Но запомните, что до – это крайнее, предельное состояние для драматического тенора. Бывает и у лирического тенора нету этого до. Значит, он Рудольфа петь не будет, будет петь Ленского, Трике, Лыкова. Никто мне до не гарантировал. Вы что думаете, я не слышал петухов у выдающихся теноров, которые имели абсолютную гарантию?
Барра гарантировал мне только итальянское звучание моего голоса. А другой педагог, маэстро Пьяцца, музыкальную транскрипцию партий, которая, будем считать, была у Тосканини.
– Расскажите мне, пожалуйста, про интерпретацию Тосканини этой арии Рудольфа. Максимально конкретно, если можно.
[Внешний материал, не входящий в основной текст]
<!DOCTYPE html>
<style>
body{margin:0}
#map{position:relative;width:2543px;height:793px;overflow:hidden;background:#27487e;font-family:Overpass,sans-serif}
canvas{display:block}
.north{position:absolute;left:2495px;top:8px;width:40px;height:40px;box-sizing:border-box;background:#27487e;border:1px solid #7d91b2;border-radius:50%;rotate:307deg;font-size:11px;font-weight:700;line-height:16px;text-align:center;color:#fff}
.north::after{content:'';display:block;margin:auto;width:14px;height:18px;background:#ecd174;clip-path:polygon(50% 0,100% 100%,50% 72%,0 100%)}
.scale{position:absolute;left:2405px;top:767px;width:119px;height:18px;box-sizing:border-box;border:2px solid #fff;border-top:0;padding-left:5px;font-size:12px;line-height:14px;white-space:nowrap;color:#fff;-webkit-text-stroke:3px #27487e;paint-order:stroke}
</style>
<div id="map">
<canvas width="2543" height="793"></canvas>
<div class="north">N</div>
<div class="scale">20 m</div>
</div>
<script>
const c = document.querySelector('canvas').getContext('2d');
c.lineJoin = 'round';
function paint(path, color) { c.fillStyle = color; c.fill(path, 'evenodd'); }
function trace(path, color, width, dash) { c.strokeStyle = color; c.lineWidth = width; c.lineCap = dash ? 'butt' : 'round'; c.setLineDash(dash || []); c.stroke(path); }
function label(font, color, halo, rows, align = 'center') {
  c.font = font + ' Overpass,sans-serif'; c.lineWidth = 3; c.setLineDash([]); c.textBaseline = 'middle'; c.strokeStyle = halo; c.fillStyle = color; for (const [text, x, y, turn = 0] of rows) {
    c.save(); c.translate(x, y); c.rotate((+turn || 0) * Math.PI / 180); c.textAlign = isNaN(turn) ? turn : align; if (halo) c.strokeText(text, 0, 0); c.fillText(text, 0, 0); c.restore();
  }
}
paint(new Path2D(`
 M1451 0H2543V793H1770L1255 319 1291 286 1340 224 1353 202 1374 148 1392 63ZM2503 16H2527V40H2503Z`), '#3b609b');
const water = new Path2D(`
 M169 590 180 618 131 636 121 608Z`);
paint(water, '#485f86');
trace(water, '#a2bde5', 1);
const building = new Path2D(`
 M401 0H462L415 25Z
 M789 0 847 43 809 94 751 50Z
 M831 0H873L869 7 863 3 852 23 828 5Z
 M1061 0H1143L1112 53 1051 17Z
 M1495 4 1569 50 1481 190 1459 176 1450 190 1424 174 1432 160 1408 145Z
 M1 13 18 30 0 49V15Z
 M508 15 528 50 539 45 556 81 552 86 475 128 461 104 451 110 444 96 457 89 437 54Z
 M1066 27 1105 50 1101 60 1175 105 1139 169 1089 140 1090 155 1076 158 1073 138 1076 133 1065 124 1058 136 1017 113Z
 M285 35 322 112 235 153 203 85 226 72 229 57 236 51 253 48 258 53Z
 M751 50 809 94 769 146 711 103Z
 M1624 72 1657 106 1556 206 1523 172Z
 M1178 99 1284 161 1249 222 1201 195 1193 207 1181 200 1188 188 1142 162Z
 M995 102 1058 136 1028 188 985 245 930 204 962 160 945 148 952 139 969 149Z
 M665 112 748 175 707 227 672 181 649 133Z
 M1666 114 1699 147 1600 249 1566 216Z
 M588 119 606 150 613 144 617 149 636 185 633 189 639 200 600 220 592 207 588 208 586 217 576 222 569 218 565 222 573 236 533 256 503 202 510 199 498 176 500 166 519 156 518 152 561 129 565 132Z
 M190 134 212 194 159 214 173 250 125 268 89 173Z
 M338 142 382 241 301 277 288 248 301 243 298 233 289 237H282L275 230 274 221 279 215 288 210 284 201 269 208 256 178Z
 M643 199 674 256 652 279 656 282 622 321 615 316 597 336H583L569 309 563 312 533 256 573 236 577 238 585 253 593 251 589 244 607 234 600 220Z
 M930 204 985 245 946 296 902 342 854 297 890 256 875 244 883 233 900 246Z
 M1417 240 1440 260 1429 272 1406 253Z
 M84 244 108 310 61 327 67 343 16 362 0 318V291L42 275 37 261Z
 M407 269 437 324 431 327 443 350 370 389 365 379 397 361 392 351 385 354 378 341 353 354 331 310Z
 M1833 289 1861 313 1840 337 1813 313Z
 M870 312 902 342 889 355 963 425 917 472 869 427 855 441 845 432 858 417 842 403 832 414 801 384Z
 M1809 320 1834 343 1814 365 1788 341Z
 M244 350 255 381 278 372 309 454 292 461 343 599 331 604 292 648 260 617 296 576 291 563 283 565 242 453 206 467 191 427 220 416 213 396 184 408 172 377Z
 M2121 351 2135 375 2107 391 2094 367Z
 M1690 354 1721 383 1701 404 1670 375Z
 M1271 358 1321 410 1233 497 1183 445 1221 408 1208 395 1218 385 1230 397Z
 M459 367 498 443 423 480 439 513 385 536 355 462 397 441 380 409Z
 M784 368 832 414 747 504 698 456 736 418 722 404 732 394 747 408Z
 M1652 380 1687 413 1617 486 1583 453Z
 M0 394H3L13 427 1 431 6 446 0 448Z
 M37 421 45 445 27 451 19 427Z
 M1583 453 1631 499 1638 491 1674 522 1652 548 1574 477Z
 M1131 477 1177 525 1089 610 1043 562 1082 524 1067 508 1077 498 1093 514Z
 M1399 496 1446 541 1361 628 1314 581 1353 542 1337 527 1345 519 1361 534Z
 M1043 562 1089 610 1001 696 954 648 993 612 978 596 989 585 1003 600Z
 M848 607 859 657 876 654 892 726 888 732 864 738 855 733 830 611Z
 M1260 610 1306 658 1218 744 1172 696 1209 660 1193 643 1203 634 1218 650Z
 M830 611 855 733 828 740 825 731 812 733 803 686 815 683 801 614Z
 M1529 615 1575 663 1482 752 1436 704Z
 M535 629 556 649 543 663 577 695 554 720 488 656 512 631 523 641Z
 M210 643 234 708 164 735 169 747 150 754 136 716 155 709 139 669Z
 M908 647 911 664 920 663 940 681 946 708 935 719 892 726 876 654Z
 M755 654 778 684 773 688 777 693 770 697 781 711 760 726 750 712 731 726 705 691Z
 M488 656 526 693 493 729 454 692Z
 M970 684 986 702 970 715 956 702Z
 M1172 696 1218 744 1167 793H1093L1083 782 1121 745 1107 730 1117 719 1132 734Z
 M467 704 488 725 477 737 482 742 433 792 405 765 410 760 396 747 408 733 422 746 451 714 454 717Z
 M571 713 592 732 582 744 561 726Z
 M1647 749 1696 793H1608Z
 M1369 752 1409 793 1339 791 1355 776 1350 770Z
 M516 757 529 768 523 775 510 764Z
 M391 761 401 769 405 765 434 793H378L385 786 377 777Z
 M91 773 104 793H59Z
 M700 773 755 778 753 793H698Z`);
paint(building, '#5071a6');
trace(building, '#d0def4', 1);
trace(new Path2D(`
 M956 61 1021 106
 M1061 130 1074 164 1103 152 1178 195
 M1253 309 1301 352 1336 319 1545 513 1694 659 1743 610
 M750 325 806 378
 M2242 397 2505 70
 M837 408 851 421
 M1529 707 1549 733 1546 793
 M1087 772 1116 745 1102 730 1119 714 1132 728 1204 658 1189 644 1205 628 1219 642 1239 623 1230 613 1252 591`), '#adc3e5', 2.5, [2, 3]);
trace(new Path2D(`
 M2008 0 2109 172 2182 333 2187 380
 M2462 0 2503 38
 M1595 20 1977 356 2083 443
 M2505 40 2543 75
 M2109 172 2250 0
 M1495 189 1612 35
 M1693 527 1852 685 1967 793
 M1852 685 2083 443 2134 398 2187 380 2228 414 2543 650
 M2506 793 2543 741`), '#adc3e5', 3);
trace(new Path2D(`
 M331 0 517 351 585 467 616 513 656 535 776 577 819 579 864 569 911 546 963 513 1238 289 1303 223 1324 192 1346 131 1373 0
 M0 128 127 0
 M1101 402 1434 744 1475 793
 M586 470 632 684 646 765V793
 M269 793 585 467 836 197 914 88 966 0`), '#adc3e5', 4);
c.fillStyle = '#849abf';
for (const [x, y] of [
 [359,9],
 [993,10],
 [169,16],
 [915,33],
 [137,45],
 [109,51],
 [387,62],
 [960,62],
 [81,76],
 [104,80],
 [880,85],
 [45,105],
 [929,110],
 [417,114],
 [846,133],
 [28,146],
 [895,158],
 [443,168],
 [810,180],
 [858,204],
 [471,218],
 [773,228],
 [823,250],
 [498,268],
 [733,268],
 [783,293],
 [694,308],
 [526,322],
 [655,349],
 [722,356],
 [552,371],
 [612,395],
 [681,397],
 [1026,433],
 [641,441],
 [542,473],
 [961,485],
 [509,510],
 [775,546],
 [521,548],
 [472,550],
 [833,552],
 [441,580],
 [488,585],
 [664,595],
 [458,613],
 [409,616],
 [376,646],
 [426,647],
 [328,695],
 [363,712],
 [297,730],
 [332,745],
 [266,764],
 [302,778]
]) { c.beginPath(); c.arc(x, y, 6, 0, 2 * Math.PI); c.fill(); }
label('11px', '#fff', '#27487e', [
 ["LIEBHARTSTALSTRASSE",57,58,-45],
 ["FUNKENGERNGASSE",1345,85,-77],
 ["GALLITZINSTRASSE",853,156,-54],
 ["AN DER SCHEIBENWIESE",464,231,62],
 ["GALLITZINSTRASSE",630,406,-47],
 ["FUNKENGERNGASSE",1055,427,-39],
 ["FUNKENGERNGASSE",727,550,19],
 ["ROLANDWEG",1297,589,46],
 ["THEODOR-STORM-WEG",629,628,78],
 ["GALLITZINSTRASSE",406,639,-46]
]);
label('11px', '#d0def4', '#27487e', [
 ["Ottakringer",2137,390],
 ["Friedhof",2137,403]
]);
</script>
– Во-первых, я не знаю, давал ли нам Пьяцца стратегические планы самого Тосканини, ассистентом которого являлся, но то, что он был в высшей степени музыкален, это точно. Время с Тосканини не могло не сказаться на музыкальности Пьяццы. А, во-вторых, я не могу сказать об этом словами. И Пьяцца не говорил. Он просто показывал: здесь так, а здесь так, дыхание лучше вот здесь взять, а здесь сделай портаменто. Я тоже могу показать своим примером или исправить то, что певец уже имеет. Пению учат не словами. Не расскажешь же словами, какие краски надо смешать: смешай-ка зеленую и синюю и получится темная. Нет. Меня учили непосредственным показом. Невозможно рассказывать о звуке, не показывая, невозможно рассказывать о цвете. Нет, нет, это профанация. А может быть, образование надо иметь другое. Меня учили не рассказывать о музыке, а исполнять ее.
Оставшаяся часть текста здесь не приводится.